British director Ken Loach won the Palme d’Or top prize at Cannes for the second time in a decade with his moving drama I, Daniel Blake about the shame of poverty in austerity-hit Europe.
The award marked a major upset at the world’s top film festival in favor of the left-wing director, who turns 80 next month and is known for shining a light on the downtrodden.
He beat runaway favorites including the rapturously received German comedy Toni Erdmann by Maren Ade, one of three female directors in competition, and US indie legend Jim Jarmusch’s Paterson starring Adam Driver as a poetry-writing bus driver. Both left empty-handed.
Loach now joins an elite club of two-time victors at the French Riviera festival including Francis Ford Coppola and Emir Kusturica.

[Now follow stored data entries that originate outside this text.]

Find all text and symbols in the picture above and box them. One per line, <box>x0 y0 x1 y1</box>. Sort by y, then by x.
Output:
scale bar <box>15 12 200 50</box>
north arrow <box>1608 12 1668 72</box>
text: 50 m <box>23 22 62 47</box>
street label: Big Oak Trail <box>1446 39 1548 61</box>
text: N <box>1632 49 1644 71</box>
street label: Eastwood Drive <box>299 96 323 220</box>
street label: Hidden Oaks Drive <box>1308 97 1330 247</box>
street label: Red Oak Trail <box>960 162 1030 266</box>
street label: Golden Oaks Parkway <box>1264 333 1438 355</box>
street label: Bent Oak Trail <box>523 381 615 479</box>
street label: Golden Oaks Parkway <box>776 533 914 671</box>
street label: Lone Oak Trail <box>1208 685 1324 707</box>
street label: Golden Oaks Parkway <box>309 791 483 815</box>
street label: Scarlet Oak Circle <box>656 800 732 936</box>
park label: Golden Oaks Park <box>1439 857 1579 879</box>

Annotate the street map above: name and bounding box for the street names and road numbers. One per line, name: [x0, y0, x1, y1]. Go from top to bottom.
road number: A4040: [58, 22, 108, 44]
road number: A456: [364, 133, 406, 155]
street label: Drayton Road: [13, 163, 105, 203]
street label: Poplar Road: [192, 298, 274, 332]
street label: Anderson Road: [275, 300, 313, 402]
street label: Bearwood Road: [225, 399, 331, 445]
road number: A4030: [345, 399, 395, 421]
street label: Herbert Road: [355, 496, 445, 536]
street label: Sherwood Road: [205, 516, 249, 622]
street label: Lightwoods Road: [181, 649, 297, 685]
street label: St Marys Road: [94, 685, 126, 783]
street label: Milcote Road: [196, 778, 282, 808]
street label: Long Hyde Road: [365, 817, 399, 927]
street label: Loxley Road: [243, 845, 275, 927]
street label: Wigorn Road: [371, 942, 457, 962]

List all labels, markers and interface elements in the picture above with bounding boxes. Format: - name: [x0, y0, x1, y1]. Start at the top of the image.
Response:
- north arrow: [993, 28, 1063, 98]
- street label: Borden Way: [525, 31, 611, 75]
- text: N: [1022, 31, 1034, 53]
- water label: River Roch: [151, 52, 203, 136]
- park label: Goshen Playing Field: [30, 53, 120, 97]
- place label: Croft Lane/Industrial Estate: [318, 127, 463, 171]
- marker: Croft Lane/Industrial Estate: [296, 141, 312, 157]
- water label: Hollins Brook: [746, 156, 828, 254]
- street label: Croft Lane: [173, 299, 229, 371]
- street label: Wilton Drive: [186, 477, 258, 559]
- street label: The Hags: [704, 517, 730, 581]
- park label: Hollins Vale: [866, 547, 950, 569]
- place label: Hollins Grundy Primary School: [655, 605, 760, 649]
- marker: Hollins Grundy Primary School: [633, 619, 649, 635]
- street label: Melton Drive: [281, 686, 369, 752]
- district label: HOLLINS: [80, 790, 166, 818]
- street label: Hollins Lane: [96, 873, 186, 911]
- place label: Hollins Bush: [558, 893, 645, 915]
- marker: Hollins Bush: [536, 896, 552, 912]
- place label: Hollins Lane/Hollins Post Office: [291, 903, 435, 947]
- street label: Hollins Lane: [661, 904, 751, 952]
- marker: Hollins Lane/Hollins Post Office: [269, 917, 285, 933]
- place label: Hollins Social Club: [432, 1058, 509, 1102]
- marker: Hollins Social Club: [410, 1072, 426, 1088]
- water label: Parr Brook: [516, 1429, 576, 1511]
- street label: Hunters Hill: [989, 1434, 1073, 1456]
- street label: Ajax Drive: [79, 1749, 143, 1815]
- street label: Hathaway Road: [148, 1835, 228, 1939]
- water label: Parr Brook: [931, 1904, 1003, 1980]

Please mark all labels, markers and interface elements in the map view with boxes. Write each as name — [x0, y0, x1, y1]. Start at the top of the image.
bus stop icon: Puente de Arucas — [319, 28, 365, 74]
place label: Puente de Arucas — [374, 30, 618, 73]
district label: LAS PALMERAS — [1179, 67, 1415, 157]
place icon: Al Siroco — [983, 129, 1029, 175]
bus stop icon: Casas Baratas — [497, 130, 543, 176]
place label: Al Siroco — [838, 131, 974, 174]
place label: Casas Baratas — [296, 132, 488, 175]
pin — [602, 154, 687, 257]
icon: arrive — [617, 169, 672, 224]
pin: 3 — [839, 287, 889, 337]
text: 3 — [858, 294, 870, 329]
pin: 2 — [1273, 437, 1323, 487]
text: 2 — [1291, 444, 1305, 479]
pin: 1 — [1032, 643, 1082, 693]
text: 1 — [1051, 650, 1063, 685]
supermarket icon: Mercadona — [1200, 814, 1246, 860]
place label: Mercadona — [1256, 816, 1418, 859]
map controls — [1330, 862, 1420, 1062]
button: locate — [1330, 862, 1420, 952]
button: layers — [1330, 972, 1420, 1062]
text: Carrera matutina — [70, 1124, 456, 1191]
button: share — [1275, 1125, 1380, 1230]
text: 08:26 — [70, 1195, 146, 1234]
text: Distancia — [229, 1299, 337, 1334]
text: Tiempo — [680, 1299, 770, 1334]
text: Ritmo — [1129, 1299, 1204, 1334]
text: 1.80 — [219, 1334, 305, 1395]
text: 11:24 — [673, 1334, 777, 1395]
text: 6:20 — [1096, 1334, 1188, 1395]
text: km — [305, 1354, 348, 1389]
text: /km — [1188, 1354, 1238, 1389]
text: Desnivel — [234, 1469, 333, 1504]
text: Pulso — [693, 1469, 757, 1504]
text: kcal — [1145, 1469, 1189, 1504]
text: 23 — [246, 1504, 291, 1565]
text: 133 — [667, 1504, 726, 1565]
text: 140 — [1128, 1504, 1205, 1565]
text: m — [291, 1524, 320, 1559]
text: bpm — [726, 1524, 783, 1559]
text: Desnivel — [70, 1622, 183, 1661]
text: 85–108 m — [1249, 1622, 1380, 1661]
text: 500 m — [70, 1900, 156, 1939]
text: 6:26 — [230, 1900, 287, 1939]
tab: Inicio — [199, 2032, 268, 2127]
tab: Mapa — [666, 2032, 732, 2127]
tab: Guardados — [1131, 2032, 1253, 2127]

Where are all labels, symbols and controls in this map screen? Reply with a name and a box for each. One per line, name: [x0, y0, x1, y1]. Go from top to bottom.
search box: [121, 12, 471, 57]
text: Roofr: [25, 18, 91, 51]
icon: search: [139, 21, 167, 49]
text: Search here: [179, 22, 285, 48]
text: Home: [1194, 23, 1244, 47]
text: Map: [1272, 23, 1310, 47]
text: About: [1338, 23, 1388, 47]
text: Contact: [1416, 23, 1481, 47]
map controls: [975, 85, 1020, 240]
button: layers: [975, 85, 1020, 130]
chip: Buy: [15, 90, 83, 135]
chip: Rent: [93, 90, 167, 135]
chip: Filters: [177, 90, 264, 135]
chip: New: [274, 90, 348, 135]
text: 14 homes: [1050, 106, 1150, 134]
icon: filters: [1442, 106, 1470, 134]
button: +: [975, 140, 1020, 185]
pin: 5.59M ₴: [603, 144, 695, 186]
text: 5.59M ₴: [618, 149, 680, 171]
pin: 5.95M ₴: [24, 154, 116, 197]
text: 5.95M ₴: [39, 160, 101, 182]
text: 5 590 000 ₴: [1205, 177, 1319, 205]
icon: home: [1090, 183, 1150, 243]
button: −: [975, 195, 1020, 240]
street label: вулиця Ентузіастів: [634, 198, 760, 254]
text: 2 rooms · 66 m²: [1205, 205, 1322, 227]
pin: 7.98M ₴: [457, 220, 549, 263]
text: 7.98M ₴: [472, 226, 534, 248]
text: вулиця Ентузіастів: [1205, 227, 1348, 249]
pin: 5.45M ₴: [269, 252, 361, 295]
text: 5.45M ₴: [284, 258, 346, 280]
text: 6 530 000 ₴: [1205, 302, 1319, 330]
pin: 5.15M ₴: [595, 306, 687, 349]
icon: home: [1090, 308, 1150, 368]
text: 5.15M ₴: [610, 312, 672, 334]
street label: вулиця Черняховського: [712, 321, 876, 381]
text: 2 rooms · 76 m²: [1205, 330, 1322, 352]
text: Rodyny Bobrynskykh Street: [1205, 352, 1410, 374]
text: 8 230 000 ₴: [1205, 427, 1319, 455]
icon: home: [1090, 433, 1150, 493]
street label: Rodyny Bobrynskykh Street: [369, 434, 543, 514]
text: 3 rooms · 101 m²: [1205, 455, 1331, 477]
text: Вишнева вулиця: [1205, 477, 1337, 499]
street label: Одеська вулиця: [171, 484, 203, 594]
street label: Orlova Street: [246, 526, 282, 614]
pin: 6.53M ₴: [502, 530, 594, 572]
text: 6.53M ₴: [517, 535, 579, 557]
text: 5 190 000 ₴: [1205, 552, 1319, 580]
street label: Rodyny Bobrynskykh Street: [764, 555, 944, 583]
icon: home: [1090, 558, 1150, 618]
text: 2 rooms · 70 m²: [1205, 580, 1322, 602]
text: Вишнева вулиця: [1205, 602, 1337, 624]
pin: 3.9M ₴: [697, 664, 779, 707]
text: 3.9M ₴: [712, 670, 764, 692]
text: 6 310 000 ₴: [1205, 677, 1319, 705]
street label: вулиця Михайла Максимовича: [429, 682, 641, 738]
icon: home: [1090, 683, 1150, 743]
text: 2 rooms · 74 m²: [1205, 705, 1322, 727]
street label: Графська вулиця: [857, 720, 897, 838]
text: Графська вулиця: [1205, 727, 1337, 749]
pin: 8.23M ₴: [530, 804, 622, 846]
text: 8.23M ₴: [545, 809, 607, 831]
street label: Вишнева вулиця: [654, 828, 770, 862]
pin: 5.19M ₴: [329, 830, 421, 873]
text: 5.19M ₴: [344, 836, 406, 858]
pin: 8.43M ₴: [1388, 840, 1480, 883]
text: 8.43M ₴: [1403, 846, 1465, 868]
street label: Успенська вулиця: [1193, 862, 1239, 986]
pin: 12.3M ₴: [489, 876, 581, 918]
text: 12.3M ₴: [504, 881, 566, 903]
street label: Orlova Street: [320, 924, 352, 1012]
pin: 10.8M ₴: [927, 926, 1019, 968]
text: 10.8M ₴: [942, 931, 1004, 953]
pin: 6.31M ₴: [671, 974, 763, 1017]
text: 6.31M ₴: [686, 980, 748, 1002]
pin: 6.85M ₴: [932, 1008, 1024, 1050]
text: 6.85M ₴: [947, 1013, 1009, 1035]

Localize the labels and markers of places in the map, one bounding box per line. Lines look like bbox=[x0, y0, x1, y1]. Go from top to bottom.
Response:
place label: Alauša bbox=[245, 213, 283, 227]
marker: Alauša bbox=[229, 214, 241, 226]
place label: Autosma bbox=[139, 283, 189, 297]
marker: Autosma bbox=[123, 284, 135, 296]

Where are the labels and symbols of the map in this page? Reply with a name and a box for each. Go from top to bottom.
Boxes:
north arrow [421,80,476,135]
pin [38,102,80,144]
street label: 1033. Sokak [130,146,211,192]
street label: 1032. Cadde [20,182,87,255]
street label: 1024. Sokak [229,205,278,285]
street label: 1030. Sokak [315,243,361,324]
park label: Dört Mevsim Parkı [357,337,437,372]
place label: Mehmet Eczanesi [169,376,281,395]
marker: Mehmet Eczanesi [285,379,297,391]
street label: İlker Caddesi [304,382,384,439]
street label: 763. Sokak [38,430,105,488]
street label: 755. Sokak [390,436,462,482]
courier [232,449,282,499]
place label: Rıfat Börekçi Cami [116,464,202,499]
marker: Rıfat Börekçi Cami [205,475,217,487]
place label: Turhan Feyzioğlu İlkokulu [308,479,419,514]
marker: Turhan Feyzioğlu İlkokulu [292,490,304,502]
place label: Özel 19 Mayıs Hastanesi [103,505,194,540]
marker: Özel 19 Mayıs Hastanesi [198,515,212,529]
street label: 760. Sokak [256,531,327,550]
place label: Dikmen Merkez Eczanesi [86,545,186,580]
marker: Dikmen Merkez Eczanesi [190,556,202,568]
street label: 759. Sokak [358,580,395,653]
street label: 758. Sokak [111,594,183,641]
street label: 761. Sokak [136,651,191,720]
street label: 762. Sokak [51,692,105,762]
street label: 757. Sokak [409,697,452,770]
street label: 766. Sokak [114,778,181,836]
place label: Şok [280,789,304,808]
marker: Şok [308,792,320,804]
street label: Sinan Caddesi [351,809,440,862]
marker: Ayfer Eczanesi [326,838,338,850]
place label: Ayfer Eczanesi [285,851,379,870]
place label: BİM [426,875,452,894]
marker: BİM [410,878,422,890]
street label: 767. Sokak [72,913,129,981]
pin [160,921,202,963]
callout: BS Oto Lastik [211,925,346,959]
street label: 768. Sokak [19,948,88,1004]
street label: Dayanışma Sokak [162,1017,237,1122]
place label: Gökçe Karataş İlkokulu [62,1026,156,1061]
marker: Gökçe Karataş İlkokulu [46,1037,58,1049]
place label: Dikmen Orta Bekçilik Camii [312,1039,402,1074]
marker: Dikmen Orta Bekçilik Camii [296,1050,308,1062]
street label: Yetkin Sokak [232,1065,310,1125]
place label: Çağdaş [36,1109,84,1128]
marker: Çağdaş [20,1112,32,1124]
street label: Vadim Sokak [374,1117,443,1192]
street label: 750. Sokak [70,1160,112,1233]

Loach slammed swingeing welfare cuts across Europe as he accepted the prize.
“We are in the grip of a project of austerity driven by ideas that we call neo-liberalism that brought us to near catastrophe,” he said.
“It has led to billions of people in serious hardship and many millions struggling from Greece in the east to Spain in the west... while this has brought a tiny few immense wealth.”
The runner-up Grand Prix award went to Canada’s Xavier Dolan, 27, for his hot-tempered family drama It’s Only the End of the World featuring a cast of A-list French stars widely panned by critics.
Fighting back tears, Dolan said he now felt vindicated.
“The fight continues. I will keep making films all my life whether they are loved or not,” he said.
Britain also claimed the third-place Jury prize, for Andrea Arnold’s high-energy American Honey starring Shia LaBeouf in a tale of disadvantaged US youths selling magazines door-to-door.
All three top winners surprised critics. “The jury managed to blindside virtually every punter with their choice of winner,” wrote US trade magazine Variety.
French film magazine Cahiers du Cinema tweeted that it had been a “lovely competition ruined by a blind jury.”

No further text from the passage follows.